# Random Review of the Day



## RobertJTh (Sep 19, 2021)

Maybe it's a fun idea to have a thread with short reviews of the things we listen to. Can be recent releases or just anything that's on one's play list.

I'll start with this one, praised by Hurwitz so that set off some alarm bells.










As the cheapskate I am, I listened to it at youtube, thanks to the kind people from the Lille orchestra, who made the entire performance available.
It certainly deserves some of the praise it got. Orchestral playing is more than fine, apparently even French provincial bands have gotten so good that they can play this insanely complicated score without blinking an eye. And it's like Bloch wants to show you exactly that: listen how great my players are! Every detail is audible, it's like the score unfolds before your eyes - or ears. Nothing is relegated to the background. And that's where I feel lies the problem with this recording. While Bloch displays a lot of senstitivity in his use of rubato, he often seems to forget where the main tunes are.
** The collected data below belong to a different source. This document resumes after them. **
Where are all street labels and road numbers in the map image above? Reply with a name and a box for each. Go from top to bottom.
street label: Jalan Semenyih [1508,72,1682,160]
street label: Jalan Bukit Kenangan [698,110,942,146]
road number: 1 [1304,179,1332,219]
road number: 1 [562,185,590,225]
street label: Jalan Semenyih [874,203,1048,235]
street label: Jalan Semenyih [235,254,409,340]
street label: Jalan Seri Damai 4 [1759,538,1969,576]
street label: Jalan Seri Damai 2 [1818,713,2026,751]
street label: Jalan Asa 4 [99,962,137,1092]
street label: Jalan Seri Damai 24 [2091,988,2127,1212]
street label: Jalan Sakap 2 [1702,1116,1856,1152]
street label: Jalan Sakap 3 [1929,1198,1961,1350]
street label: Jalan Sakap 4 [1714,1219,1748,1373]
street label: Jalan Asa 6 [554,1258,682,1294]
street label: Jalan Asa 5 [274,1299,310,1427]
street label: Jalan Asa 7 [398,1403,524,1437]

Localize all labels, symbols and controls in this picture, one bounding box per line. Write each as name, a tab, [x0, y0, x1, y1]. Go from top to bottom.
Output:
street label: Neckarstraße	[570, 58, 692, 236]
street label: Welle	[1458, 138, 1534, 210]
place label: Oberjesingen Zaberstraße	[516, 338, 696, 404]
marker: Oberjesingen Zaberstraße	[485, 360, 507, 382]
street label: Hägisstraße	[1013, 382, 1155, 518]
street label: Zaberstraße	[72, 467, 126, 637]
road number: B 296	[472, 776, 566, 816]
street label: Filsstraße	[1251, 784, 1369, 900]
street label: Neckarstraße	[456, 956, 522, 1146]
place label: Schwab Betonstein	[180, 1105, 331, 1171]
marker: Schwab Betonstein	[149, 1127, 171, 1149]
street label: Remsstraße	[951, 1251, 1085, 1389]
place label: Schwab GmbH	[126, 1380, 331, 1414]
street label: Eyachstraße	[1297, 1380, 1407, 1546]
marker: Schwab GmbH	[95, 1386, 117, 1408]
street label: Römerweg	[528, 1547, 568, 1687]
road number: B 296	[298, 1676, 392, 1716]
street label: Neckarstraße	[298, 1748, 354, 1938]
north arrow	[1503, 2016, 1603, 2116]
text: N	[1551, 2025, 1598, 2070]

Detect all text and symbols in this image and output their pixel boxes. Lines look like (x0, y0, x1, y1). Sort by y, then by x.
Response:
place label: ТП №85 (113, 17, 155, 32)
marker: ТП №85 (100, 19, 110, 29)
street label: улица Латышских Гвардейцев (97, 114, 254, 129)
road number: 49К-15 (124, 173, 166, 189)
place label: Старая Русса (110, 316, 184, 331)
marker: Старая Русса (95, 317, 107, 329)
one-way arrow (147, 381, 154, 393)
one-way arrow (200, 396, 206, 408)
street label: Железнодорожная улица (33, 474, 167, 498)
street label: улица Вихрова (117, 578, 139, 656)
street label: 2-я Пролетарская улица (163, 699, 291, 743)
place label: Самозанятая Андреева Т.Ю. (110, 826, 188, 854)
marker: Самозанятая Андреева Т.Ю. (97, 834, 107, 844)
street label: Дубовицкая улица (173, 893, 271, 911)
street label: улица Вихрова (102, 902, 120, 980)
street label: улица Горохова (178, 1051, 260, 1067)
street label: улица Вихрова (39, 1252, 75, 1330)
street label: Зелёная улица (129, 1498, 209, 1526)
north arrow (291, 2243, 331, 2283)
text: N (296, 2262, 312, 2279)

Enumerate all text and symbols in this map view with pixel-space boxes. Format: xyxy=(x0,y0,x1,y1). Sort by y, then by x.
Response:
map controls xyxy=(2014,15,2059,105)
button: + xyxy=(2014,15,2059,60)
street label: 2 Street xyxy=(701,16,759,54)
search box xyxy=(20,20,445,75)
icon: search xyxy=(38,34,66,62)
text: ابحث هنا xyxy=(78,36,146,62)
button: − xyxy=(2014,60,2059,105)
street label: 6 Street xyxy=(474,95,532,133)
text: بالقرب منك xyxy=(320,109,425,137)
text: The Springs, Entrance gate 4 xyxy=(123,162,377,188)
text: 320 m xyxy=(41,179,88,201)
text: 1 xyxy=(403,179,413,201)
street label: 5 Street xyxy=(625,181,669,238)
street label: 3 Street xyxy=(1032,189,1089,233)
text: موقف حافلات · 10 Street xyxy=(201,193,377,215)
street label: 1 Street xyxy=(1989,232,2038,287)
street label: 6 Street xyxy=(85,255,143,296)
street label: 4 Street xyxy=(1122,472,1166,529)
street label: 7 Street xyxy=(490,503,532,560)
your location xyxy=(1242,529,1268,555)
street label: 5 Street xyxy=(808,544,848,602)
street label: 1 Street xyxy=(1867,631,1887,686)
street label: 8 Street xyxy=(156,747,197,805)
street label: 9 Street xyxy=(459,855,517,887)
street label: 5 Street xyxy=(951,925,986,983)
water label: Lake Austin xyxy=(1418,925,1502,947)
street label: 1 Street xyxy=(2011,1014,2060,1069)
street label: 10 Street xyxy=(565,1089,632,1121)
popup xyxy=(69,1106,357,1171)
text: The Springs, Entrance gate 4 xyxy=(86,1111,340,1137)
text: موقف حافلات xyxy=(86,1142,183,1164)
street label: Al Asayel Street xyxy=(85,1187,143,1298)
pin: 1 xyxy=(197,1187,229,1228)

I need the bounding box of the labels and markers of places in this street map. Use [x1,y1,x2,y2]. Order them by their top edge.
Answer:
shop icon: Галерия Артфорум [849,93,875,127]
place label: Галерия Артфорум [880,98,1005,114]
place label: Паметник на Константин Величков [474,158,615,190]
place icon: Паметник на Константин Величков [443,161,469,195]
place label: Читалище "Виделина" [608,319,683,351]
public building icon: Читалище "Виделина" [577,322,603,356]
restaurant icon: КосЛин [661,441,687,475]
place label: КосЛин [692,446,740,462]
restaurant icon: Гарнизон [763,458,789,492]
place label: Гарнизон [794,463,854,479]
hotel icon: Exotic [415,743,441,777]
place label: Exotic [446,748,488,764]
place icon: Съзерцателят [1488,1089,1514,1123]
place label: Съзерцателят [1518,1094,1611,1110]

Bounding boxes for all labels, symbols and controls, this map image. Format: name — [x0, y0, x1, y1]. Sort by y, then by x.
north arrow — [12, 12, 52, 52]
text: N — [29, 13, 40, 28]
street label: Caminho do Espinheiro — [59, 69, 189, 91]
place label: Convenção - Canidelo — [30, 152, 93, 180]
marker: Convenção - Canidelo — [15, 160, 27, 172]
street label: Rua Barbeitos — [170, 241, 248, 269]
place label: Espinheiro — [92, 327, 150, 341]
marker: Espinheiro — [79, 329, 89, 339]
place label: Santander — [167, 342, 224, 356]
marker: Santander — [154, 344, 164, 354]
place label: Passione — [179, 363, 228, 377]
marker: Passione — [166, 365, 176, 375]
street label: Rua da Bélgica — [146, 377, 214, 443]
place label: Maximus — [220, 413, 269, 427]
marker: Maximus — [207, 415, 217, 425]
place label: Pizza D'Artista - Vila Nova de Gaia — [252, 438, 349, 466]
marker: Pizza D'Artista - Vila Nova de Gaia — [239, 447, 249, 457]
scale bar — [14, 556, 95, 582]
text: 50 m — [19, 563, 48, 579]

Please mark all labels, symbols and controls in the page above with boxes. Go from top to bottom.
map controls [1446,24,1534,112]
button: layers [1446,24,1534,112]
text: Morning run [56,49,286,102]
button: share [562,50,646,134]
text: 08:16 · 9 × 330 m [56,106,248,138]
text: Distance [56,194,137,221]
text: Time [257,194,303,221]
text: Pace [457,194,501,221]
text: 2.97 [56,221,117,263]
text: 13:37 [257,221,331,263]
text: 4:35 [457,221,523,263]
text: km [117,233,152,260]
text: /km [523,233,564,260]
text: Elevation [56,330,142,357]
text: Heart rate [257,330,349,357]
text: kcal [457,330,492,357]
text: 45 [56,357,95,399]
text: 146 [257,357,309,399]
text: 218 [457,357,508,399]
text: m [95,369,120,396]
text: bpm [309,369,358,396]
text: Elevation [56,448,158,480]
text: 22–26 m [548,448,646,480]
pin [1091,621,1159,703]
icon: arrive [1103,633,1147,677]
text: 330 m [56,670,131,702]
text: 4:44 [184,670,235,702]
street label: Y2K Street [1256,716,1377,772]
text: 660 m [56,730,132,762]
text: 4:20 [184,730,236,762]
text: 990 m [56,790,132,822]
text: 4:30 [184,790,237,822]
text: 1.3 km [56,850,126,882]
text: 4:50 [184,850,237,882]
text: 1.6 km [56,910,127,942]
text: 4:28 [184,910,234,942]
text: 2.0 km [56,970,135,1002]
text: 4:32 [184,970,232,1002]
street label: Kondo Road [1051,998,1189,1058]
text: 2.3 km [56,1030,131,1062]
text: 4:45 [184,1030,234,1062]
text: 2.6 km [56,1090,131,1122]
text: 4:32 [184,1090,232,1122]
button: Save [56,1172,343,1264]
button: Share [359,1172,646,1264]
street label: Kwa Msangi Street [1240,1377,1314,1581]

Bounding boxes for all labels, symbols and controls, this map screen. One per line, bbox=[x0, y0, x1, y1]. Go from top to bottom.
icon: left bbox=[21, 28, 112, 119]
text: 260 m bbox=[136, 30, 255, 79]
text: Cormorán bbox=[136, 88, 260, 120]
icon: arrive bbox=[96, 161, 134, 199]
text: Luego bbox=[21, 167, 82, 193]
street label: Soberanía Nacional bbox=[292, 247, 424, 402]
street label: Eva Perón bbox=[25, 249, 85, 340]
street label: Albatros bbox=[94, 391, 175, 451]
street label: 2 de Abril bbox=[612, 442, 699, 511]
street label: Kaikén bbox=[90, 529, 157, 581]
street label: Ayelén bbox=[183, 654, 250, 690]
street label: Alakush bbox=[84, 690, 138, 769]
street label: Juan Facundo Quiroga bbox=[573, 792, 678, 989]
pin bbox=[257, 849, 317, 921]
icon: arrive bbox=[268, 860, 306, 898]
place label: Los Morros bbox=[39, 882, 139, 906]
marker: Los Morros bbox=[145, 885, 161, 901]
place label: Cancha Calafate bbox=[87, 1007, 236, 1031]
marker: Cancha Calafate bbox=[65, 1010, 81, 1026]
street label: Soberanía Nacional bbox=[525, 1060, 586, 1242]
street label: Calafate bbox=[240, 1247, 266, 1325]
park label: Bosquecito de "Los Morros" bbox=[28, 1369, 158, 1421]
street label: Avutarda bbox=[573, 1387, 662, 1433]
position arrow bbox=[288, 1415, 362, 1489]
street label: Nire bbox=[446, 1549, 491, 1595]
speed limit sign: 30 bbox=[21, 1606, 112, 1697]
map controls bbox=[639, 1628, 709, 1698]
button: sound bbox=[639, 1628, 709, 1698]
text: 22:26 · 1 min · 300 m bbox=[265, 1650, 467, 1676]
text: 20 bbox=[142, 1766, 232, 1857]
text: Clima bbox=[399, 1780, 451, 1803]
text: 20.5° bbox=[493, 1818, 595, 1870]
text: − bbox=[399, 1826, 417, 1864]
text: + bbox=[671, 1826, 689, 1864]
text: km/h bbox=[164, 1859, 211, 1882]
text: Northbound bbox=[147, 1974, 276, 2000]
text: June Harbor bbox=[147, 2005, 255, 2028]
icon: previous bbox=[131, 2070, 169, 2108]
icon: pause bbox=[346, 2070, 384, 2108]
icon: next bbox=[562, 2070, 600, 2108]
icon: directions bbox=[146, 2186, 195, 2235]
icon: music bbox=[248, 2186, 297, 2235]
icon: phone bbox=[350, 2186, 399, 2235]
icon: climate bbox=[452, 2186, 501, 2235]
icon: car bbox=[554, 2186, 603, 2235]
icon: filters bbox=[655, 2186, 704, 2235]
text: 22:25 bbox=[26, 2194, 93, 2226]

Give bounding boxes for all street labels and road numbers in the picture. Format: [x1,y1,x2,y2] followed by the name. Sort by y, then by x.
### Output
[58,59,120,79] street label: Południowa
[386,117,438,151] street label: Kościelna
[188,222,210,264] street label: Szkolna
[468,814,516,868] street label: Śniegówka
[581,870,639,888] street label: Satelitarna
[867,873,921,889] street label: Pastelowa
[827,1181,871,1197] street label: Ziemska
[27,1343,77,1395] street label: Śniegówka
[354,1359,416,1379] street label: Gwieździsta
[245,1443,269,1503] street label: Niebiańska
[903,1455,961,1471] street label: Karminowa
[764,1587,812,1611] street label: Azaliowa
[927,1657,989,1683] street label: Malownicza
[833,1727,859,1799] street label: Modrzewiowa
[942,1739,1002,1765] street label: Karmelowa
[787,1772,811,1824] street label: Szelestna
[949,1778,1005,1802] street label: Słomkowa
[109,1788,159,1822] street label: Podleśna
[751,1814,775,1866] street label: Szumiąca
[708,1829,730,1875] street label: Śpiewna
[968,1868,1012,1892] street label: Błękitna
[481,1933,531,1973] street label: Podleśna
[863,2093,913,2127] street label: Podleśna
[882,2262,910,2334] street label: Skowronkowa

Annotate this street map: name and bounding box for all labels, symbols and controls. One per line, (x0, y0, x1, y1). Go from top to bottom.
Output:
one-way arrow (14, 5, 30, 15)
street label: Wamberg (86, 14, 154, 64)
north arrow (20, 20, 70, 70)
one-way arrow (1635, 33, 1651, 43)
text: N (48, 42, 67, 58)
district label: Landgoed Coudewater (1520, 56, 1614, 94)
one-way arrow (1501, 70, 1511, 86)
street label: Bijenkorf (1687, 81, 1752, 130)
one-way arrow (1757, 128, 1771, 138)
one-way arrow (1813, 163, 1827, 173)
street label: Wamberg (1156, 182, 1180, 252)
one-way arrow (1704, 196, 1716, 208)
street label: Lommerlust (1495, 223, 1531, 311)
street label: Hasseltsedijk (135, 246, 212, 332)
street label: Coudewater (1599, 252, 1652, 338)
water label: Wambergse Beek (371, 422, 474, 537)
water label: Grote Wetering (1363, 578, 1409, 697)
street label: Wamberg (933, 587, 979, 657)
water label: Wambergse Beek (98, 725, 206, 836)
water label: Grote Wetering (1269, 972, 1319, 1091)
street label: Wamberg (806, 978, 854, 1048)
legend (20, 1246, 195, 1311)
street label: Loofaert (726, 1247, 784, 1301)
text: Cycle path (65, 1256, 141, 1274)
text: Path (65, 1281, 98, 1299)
There are spots in the middle movements where the texture is just a jungle of contrapuntal lines, without the necessary emphasis on the big themes. Climaxes are rather underplayed too, because Bloch wants you to hear everything and perfect transparency isn't always compatible with maximum expression.
The tempi are on the swift side, which works well most of the time, but I find the 2nd Nachtmusik too hurried.
It's still a fine addition to the Mahler discography - but I won't trade Chailly (Concertgebouw) for this one.


----------